The event, held in Dockser Hall, drew a mix of law stu­dents, lawyers, pro­fes­sors and school admin­is­tra­tors and focused on issues including antibul­lying leg­is­la­tion, crim­inal pros­e­cu­tion of bul­lies and cyber­bul­lying and the First Amendment.

Atten­dees also addressed the topic of hazing on col­lege campuses.

These aren’t crimes where people set out to hurt some­body,” said Mitch Crane, a lawyer and former judge who gives sem­i­nars on hazing, date rape and sexual assault. “In fact, the oppo­site is usu­ally true — these are cases where people want to trust and belong to a group and some­thing goes ter­ribly wrong.”
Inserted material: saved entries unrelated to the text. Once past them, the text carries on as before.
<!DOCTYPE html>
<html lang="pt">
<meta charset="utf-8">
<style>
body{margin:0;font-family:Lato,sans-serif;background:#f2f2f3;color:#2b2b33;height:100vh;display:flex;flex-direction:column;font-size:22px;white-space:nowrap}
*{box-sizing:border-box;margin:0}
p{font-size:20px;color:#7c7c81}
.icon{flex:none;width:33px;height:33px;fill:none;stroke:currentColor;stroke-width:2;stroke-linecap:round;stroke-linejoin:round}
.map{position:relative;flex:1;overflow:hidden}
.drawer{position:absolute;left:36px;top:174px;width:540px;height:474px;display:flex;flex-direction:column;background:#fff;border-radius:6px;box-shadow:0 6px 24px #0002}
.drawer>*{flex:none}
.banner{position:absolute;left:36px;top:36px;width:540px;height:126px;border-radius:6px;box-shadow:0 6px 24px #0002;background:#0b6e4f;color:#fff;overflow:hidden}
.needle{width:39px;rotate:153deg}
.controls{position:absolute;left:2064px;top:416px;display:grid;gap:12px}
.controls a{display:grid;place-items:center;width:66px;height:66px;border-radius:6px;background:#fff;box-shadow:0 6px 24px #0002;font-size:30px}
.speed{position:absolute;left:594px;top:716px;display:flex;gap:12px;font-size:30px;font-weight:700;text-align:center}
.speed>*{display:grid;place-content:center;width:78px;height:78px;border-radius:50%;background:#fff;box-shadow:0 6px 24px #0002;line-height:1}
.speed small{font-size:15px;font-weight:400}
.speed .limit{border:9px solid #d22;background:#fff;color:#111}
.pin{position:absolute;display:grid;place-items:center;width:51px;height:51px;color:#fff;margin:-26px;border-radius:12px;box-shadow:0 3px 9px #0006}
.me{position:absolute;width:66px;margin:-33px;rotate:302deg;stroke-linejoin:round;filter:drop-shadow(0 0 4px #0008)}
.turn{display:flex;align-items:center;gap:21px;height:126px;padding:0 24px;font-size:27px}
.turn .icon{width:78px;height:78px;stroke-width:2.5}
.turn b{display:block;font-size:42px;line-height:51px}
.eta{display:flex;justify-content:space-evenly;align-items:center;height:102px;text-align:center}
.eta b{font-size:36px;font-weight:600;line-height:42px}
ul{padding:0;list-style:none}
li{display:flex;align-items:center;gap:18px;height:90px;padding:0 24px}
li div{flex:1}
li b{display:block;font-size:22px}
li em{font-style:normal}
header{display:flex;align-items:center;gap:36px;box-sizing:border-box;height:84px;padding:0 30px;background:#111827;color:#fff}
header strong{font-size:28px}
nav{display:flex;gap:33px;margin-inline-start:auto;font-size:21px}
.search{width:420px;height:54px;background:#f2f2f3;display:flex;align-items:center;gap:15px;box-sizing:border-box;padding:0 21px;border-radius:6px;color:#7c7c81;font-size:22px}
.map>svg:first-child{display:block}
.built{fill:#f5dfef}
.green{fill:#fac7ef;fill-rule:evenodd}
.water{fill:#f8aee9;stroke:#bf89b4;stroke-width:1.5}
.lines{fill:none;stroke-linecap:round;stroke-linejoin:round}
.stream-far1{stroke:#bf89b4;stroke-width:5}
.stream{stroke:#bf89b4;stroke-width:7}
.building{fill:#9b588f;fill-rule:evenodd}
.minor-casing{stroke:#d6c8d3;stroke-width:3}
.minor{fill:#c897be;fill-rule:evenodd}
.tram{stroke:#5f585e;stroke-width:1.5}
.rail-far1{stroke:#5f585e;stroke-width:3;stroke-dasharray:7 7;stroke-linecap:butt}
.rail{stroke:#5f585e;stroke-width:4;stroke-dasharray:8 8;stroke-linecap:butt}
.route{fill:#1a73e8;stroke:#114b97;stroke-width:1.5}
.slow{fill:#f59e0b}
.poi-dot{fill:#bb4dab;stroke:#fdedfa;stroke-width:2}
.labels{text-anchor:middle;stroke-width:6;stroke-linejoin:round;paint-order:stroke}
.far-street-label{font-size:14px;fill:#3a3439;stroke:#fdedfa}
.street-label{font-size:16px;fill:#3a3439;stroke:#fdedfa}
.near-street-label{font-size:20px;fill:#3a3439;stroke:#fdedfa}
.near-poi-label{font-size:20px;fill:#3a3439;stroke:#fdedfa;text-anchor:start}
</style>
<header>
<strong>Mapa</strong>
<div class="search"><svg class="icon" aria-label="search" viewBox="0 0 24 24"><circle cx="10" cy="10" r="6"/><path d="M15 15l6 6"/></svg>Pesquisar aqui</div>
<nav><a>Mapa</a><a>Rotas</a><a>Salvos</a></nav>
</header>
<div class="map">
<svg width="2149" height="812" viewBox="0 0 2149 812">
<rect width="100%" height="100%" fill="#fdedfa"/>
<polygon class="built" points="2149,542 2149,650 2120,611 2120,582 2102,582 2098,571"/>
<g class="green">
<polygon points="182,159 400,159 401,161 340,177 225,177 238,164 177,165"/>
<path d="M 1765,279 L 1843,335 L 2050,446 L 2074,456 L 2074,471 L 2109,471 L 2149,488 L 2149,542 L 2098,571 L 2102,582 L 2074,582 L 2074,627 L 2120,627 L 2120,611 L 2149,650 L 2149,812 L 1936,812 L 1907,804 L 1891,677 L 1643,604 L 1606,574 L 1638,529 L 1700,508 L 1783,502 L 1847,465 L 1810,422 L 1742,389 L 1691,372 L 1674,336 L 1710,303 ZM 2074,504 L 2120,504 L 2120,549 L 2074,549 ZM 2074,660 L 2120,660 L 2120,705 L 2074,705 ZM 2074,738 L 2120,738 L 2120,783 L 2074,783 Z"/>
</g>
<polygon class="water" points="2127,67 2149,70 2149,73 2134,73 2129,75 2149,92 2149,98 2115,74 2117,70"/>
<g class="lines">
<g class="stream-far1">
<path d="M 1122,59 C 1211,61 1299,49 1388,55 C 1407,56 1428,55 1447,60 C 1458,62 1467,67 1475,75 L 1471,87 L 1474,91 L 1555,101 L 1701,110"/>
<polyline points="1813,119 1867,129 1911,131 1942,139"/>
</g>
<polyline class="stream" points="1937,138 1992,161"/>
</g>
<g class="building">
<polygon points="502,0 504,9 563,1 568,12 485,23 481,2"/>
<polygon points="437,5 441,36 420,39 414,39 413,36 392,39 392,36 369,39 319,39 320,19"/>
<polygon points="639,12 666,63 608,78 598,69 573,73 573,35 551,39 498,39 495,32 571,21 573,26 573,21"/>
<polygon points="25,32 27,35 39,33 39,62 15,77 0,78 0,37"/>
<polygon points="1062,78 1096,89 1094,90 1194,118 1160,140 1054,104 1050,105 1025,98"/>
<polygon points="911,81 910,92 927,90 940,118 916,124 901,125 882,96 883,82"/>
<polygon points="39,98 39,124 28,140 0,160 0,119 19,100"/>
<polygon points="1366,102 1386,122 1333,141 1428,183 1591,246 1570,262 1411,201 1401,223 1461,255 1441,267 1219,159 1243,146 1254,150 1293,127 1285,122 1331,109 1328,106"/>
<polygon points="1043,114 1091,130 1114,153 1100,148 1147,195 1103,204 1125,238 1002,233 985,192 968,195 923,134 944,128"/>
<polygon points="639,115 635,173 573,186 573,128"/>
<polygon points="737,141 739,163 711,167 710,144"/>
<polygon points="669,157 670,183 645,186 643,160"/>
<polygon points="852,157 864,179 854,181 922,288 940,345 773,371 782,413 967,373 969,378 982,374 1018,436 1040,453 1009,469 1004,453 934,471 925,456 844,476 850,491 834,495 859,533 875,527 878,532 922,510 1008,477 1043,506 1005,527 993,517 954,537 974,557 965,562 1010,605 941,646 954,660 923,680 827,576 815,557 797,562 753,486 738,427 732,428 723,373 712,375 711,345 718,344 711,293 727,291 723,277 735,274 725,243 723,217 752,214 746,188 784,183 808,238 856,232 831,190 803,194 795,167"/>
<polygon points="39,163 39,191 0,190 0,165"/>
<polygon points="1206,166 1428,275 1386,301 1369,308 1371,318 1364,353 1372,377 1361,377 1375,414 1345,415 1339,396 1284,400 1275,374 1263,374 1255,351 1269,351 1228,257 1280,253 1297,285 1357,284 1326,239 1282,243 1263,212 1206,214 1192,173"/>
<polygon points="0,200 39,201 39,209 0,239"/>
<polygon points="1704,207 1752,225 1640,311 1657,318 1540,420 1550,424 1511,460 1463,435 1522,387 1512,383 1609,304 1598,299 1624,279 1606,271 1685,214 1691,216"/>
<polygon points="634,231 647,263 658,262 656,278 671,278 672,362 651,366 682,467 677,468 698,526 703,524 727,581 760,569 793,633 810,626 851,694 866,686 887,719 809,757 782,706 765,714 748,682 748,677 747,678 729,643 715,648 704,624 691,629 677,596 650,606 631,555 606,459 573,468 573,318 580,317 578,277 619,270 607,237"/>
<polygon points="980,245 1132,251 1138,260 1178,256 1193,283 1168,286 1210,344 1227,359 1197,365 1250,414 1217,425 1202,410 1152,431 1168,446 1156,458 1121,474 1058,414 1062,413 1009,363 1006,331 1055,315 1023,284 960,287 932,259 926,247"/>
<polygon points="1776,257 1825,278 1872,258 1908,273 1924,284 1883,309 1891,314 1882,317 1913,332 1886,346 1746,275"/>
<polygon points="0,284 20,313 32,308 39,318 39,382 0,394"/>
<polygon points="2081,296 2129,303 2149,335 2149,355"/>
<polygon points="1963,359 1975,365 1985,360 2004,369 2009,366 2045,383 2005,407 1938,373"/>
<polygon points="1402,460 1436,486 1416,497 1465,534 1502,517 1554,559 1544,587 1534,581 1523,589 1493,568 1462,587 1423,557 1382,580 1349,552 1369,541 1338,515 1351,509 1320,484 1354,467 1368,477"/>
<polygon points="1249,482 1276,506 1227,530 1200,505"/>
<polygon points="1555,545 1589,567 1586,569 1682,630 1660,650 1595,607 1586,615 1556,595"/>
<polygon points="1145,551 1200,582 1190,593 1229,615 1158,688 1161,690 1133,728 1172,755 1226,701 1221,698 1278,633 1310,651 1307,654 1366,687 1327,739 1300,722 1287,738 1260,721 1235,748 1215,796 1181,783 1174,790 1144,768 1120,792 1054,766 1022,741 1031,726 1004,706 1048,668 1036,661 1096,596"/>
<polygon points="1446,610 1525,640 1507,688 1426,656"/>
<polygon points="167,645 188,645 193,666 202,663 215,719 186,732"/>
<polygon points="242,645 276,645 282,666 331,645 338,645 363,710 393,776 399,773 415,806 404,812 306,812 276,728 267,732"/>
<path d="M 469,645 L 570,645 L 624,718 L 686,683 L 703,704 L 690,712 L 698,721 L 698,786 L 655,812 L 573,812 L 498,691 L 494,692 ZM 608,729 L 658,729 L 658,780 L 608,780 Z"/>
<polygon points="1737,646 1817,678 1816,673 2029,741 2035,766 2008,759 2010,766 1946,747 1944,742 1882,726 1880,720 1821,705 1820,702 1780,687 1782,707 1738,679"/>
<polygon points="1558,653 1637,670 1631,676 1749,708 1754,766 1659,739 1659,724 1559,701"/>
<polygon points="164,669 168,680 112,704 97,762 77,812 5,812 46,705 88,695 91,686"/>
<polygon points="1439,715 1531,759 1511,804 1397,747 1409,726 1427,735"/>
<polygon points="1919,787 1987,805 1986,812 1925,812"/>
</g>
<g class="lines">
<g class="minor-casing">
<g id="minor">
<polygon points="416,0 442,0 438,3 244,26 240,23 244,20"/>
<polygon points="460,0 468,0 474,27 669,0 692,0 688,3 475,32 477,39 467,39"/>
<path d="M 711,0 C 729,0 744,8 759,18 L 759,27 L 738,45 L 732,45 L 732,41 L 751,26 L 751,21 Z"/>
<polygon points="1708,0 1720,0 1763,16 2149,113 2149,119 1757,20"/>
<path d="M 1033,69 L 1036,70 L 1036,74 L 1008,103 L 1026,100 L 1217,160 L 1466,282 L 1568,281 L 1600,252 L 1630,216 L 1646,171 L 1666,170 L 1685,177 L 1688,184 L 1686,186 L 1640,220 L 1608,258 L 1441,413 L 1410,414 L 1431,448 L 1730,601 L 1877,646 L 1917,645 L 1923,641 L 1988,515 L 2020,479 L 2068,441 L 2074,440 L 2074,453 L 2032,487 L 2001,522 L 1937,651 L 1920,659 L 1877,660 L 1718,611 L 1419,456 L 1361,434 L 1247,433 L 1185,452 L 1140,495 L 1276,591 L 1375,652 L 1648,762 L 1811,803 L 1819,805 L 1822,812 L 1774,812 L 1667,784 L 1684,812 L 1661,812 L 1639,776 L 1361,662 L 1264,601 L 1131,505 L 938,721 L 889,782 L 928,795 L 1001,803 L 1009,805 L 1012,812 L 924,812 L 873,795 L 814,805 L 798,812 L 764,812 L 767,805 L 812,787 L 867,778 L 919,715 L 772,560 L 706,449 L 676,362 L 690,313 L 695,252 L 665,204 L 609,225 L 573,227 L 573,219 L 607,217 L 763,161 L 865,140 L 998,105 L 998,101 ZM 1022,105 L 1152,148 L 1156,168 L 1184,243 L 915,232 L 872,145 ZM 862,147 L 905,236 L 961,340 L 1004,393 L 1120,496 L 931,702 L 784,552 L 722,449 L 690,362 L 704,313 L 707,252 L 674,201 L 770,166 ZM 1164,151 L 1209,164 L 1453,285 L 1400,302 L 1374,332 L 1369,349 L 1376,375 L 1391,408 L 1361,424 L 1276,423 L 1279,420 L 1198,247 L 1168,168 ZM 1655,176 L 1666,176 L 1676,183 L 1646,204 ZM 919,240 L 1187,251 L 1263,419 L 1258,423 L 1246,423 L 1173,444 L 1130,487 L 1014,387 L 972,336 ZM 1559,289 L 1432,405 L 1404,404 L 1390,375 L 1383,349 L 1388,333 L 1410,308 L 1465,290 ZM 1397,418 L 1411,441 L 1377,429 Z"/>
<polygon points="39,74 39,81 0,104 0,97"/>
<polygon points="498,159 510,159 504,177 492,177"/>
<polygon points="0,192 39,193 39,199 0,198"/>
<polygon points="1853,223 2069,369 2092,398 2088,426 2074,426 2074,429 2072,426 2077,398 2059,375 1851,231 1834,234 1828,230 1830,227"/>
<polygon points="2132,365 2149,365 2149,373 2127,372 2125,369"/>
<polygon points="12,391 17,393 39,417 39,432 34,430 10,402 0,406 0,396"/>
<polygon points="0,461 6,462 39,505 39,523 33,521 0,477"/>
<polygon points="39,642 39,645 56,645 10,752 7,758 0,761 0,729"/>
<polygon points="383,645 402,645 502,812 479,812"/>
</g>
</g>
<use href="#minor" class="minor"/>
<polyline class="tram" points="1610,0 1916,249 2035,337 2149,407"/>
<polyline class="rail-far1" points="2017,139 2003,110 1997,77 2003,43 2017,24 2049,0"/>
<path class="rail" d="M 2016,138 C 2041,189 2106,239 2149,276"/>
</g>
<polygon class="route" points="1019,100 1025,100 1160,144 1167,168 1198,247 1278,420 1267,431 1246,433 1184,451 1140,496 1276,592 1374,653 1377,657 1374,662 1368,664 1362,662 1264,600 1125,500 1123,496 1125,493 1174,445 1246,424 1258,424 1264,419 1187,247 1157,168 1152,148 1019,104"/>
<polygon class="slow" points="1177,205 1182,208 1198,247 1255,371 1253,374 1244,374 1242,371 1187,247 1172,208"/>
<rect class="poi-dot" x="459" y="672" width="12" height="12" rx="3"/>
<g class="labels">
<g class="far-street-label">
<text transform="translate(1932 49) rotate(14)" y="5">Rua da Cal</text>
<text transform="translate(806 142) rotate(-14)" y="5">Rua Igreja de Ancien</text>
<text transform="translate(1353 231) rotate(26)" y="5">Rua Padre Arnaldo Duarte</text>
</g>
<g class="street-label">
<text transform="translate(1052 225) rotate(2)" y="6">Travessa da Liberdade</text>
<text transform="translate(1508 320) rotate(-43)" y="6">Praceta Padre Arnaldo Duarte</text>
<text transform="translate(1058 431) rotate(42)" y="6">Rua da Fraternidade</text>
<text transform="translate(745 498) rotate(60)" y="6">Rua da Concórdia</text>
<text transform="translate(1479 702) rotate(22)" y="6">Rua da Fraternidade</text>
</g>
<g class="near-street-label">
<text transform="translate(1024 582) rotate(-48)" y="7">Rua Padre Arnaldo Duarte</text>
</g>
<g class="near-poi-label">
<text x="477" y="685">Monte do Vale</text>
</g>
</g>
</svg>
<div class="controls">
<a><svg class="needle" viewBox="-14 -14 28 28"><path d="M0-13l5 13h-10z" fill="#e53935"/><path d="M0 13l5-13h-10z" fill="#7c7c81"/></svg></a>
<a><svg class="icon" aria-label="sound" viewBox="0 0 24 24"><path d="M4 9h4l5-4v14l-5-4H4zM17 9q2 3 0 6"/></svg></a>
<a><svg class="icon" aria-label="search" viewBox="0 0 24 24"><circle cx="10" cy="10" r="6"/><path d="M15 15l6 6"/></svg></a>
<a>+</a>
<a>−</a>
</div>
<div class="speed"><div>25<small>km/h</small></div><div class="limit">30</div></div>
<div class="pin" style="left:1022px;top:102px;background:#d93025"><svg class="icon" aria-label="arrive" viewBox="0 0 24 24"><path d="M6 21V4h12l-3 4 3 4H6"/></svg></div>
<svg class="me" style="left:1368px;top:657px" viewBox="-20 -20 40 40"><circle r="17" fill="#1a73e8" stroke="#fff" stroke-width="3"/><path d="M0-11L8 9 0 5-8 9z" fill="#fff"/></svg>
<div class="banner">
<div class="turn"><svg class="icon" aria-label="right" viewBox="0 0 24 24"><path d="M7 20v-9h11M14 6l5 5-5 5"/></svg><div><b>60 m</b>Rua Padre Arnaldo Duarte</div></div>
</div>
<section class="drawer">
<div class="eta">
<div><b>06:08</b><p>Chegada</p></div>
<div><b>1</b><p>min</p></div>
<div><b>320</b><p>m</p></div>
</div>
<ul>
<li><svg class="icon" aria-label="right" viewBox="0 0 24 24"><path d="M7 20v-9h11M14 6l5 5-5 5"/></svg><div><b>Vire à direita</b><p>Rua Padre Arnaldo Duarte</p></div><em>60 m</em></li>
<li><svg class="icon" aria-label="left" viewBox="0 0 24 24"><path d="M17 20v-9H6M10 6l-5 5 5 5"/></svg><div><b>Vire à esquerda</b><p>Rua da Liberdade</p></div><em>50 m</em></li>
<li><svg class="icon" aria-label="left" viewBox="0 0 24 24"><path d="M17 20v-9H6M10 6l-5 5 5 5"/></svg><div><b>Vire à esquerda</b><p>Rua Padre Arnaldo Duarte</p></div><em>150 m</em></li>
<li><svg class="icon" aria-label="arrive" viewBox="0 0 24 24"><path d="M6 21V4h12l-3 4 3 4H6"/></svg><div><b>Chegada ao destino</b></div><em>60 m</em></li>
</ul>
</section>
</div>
Though many national stu­dent orga­ni­za­tions have strict poli­cies against hazing, indi­vidual chap­ters often over­look or bla­tantly ignore those rules, said Angela Red­dock, a Los Angeles lawyer who has suc­cess­fully lit­i­gated sev­eral promi­nent hazing lawsuits.

At the crux of all of this is the inter­sec­tion of poli­cies and prac­tices,” Red­dock said. “Even with these poli­cies, there is often an under­ground process you have to go through so you aren’t called a ‘paper member’ [of an orga­ni­za­tion on a col­lege campus] but are a real member.”

Diane Rosen­feld, who teaches courses on gender vio­lence at Har­vard Law School, said indi­vid­uals must step up and resist com­pla­cency in order to pre­vent bul­lying, hazing and other harassment.

Each of us has a very impor­tant role in inter­vening,” Rosen­feld said. “This cul­ture is not pos­sible unless you have people thinking they cannot do any­thing to stop it, and you have the power to make real change.”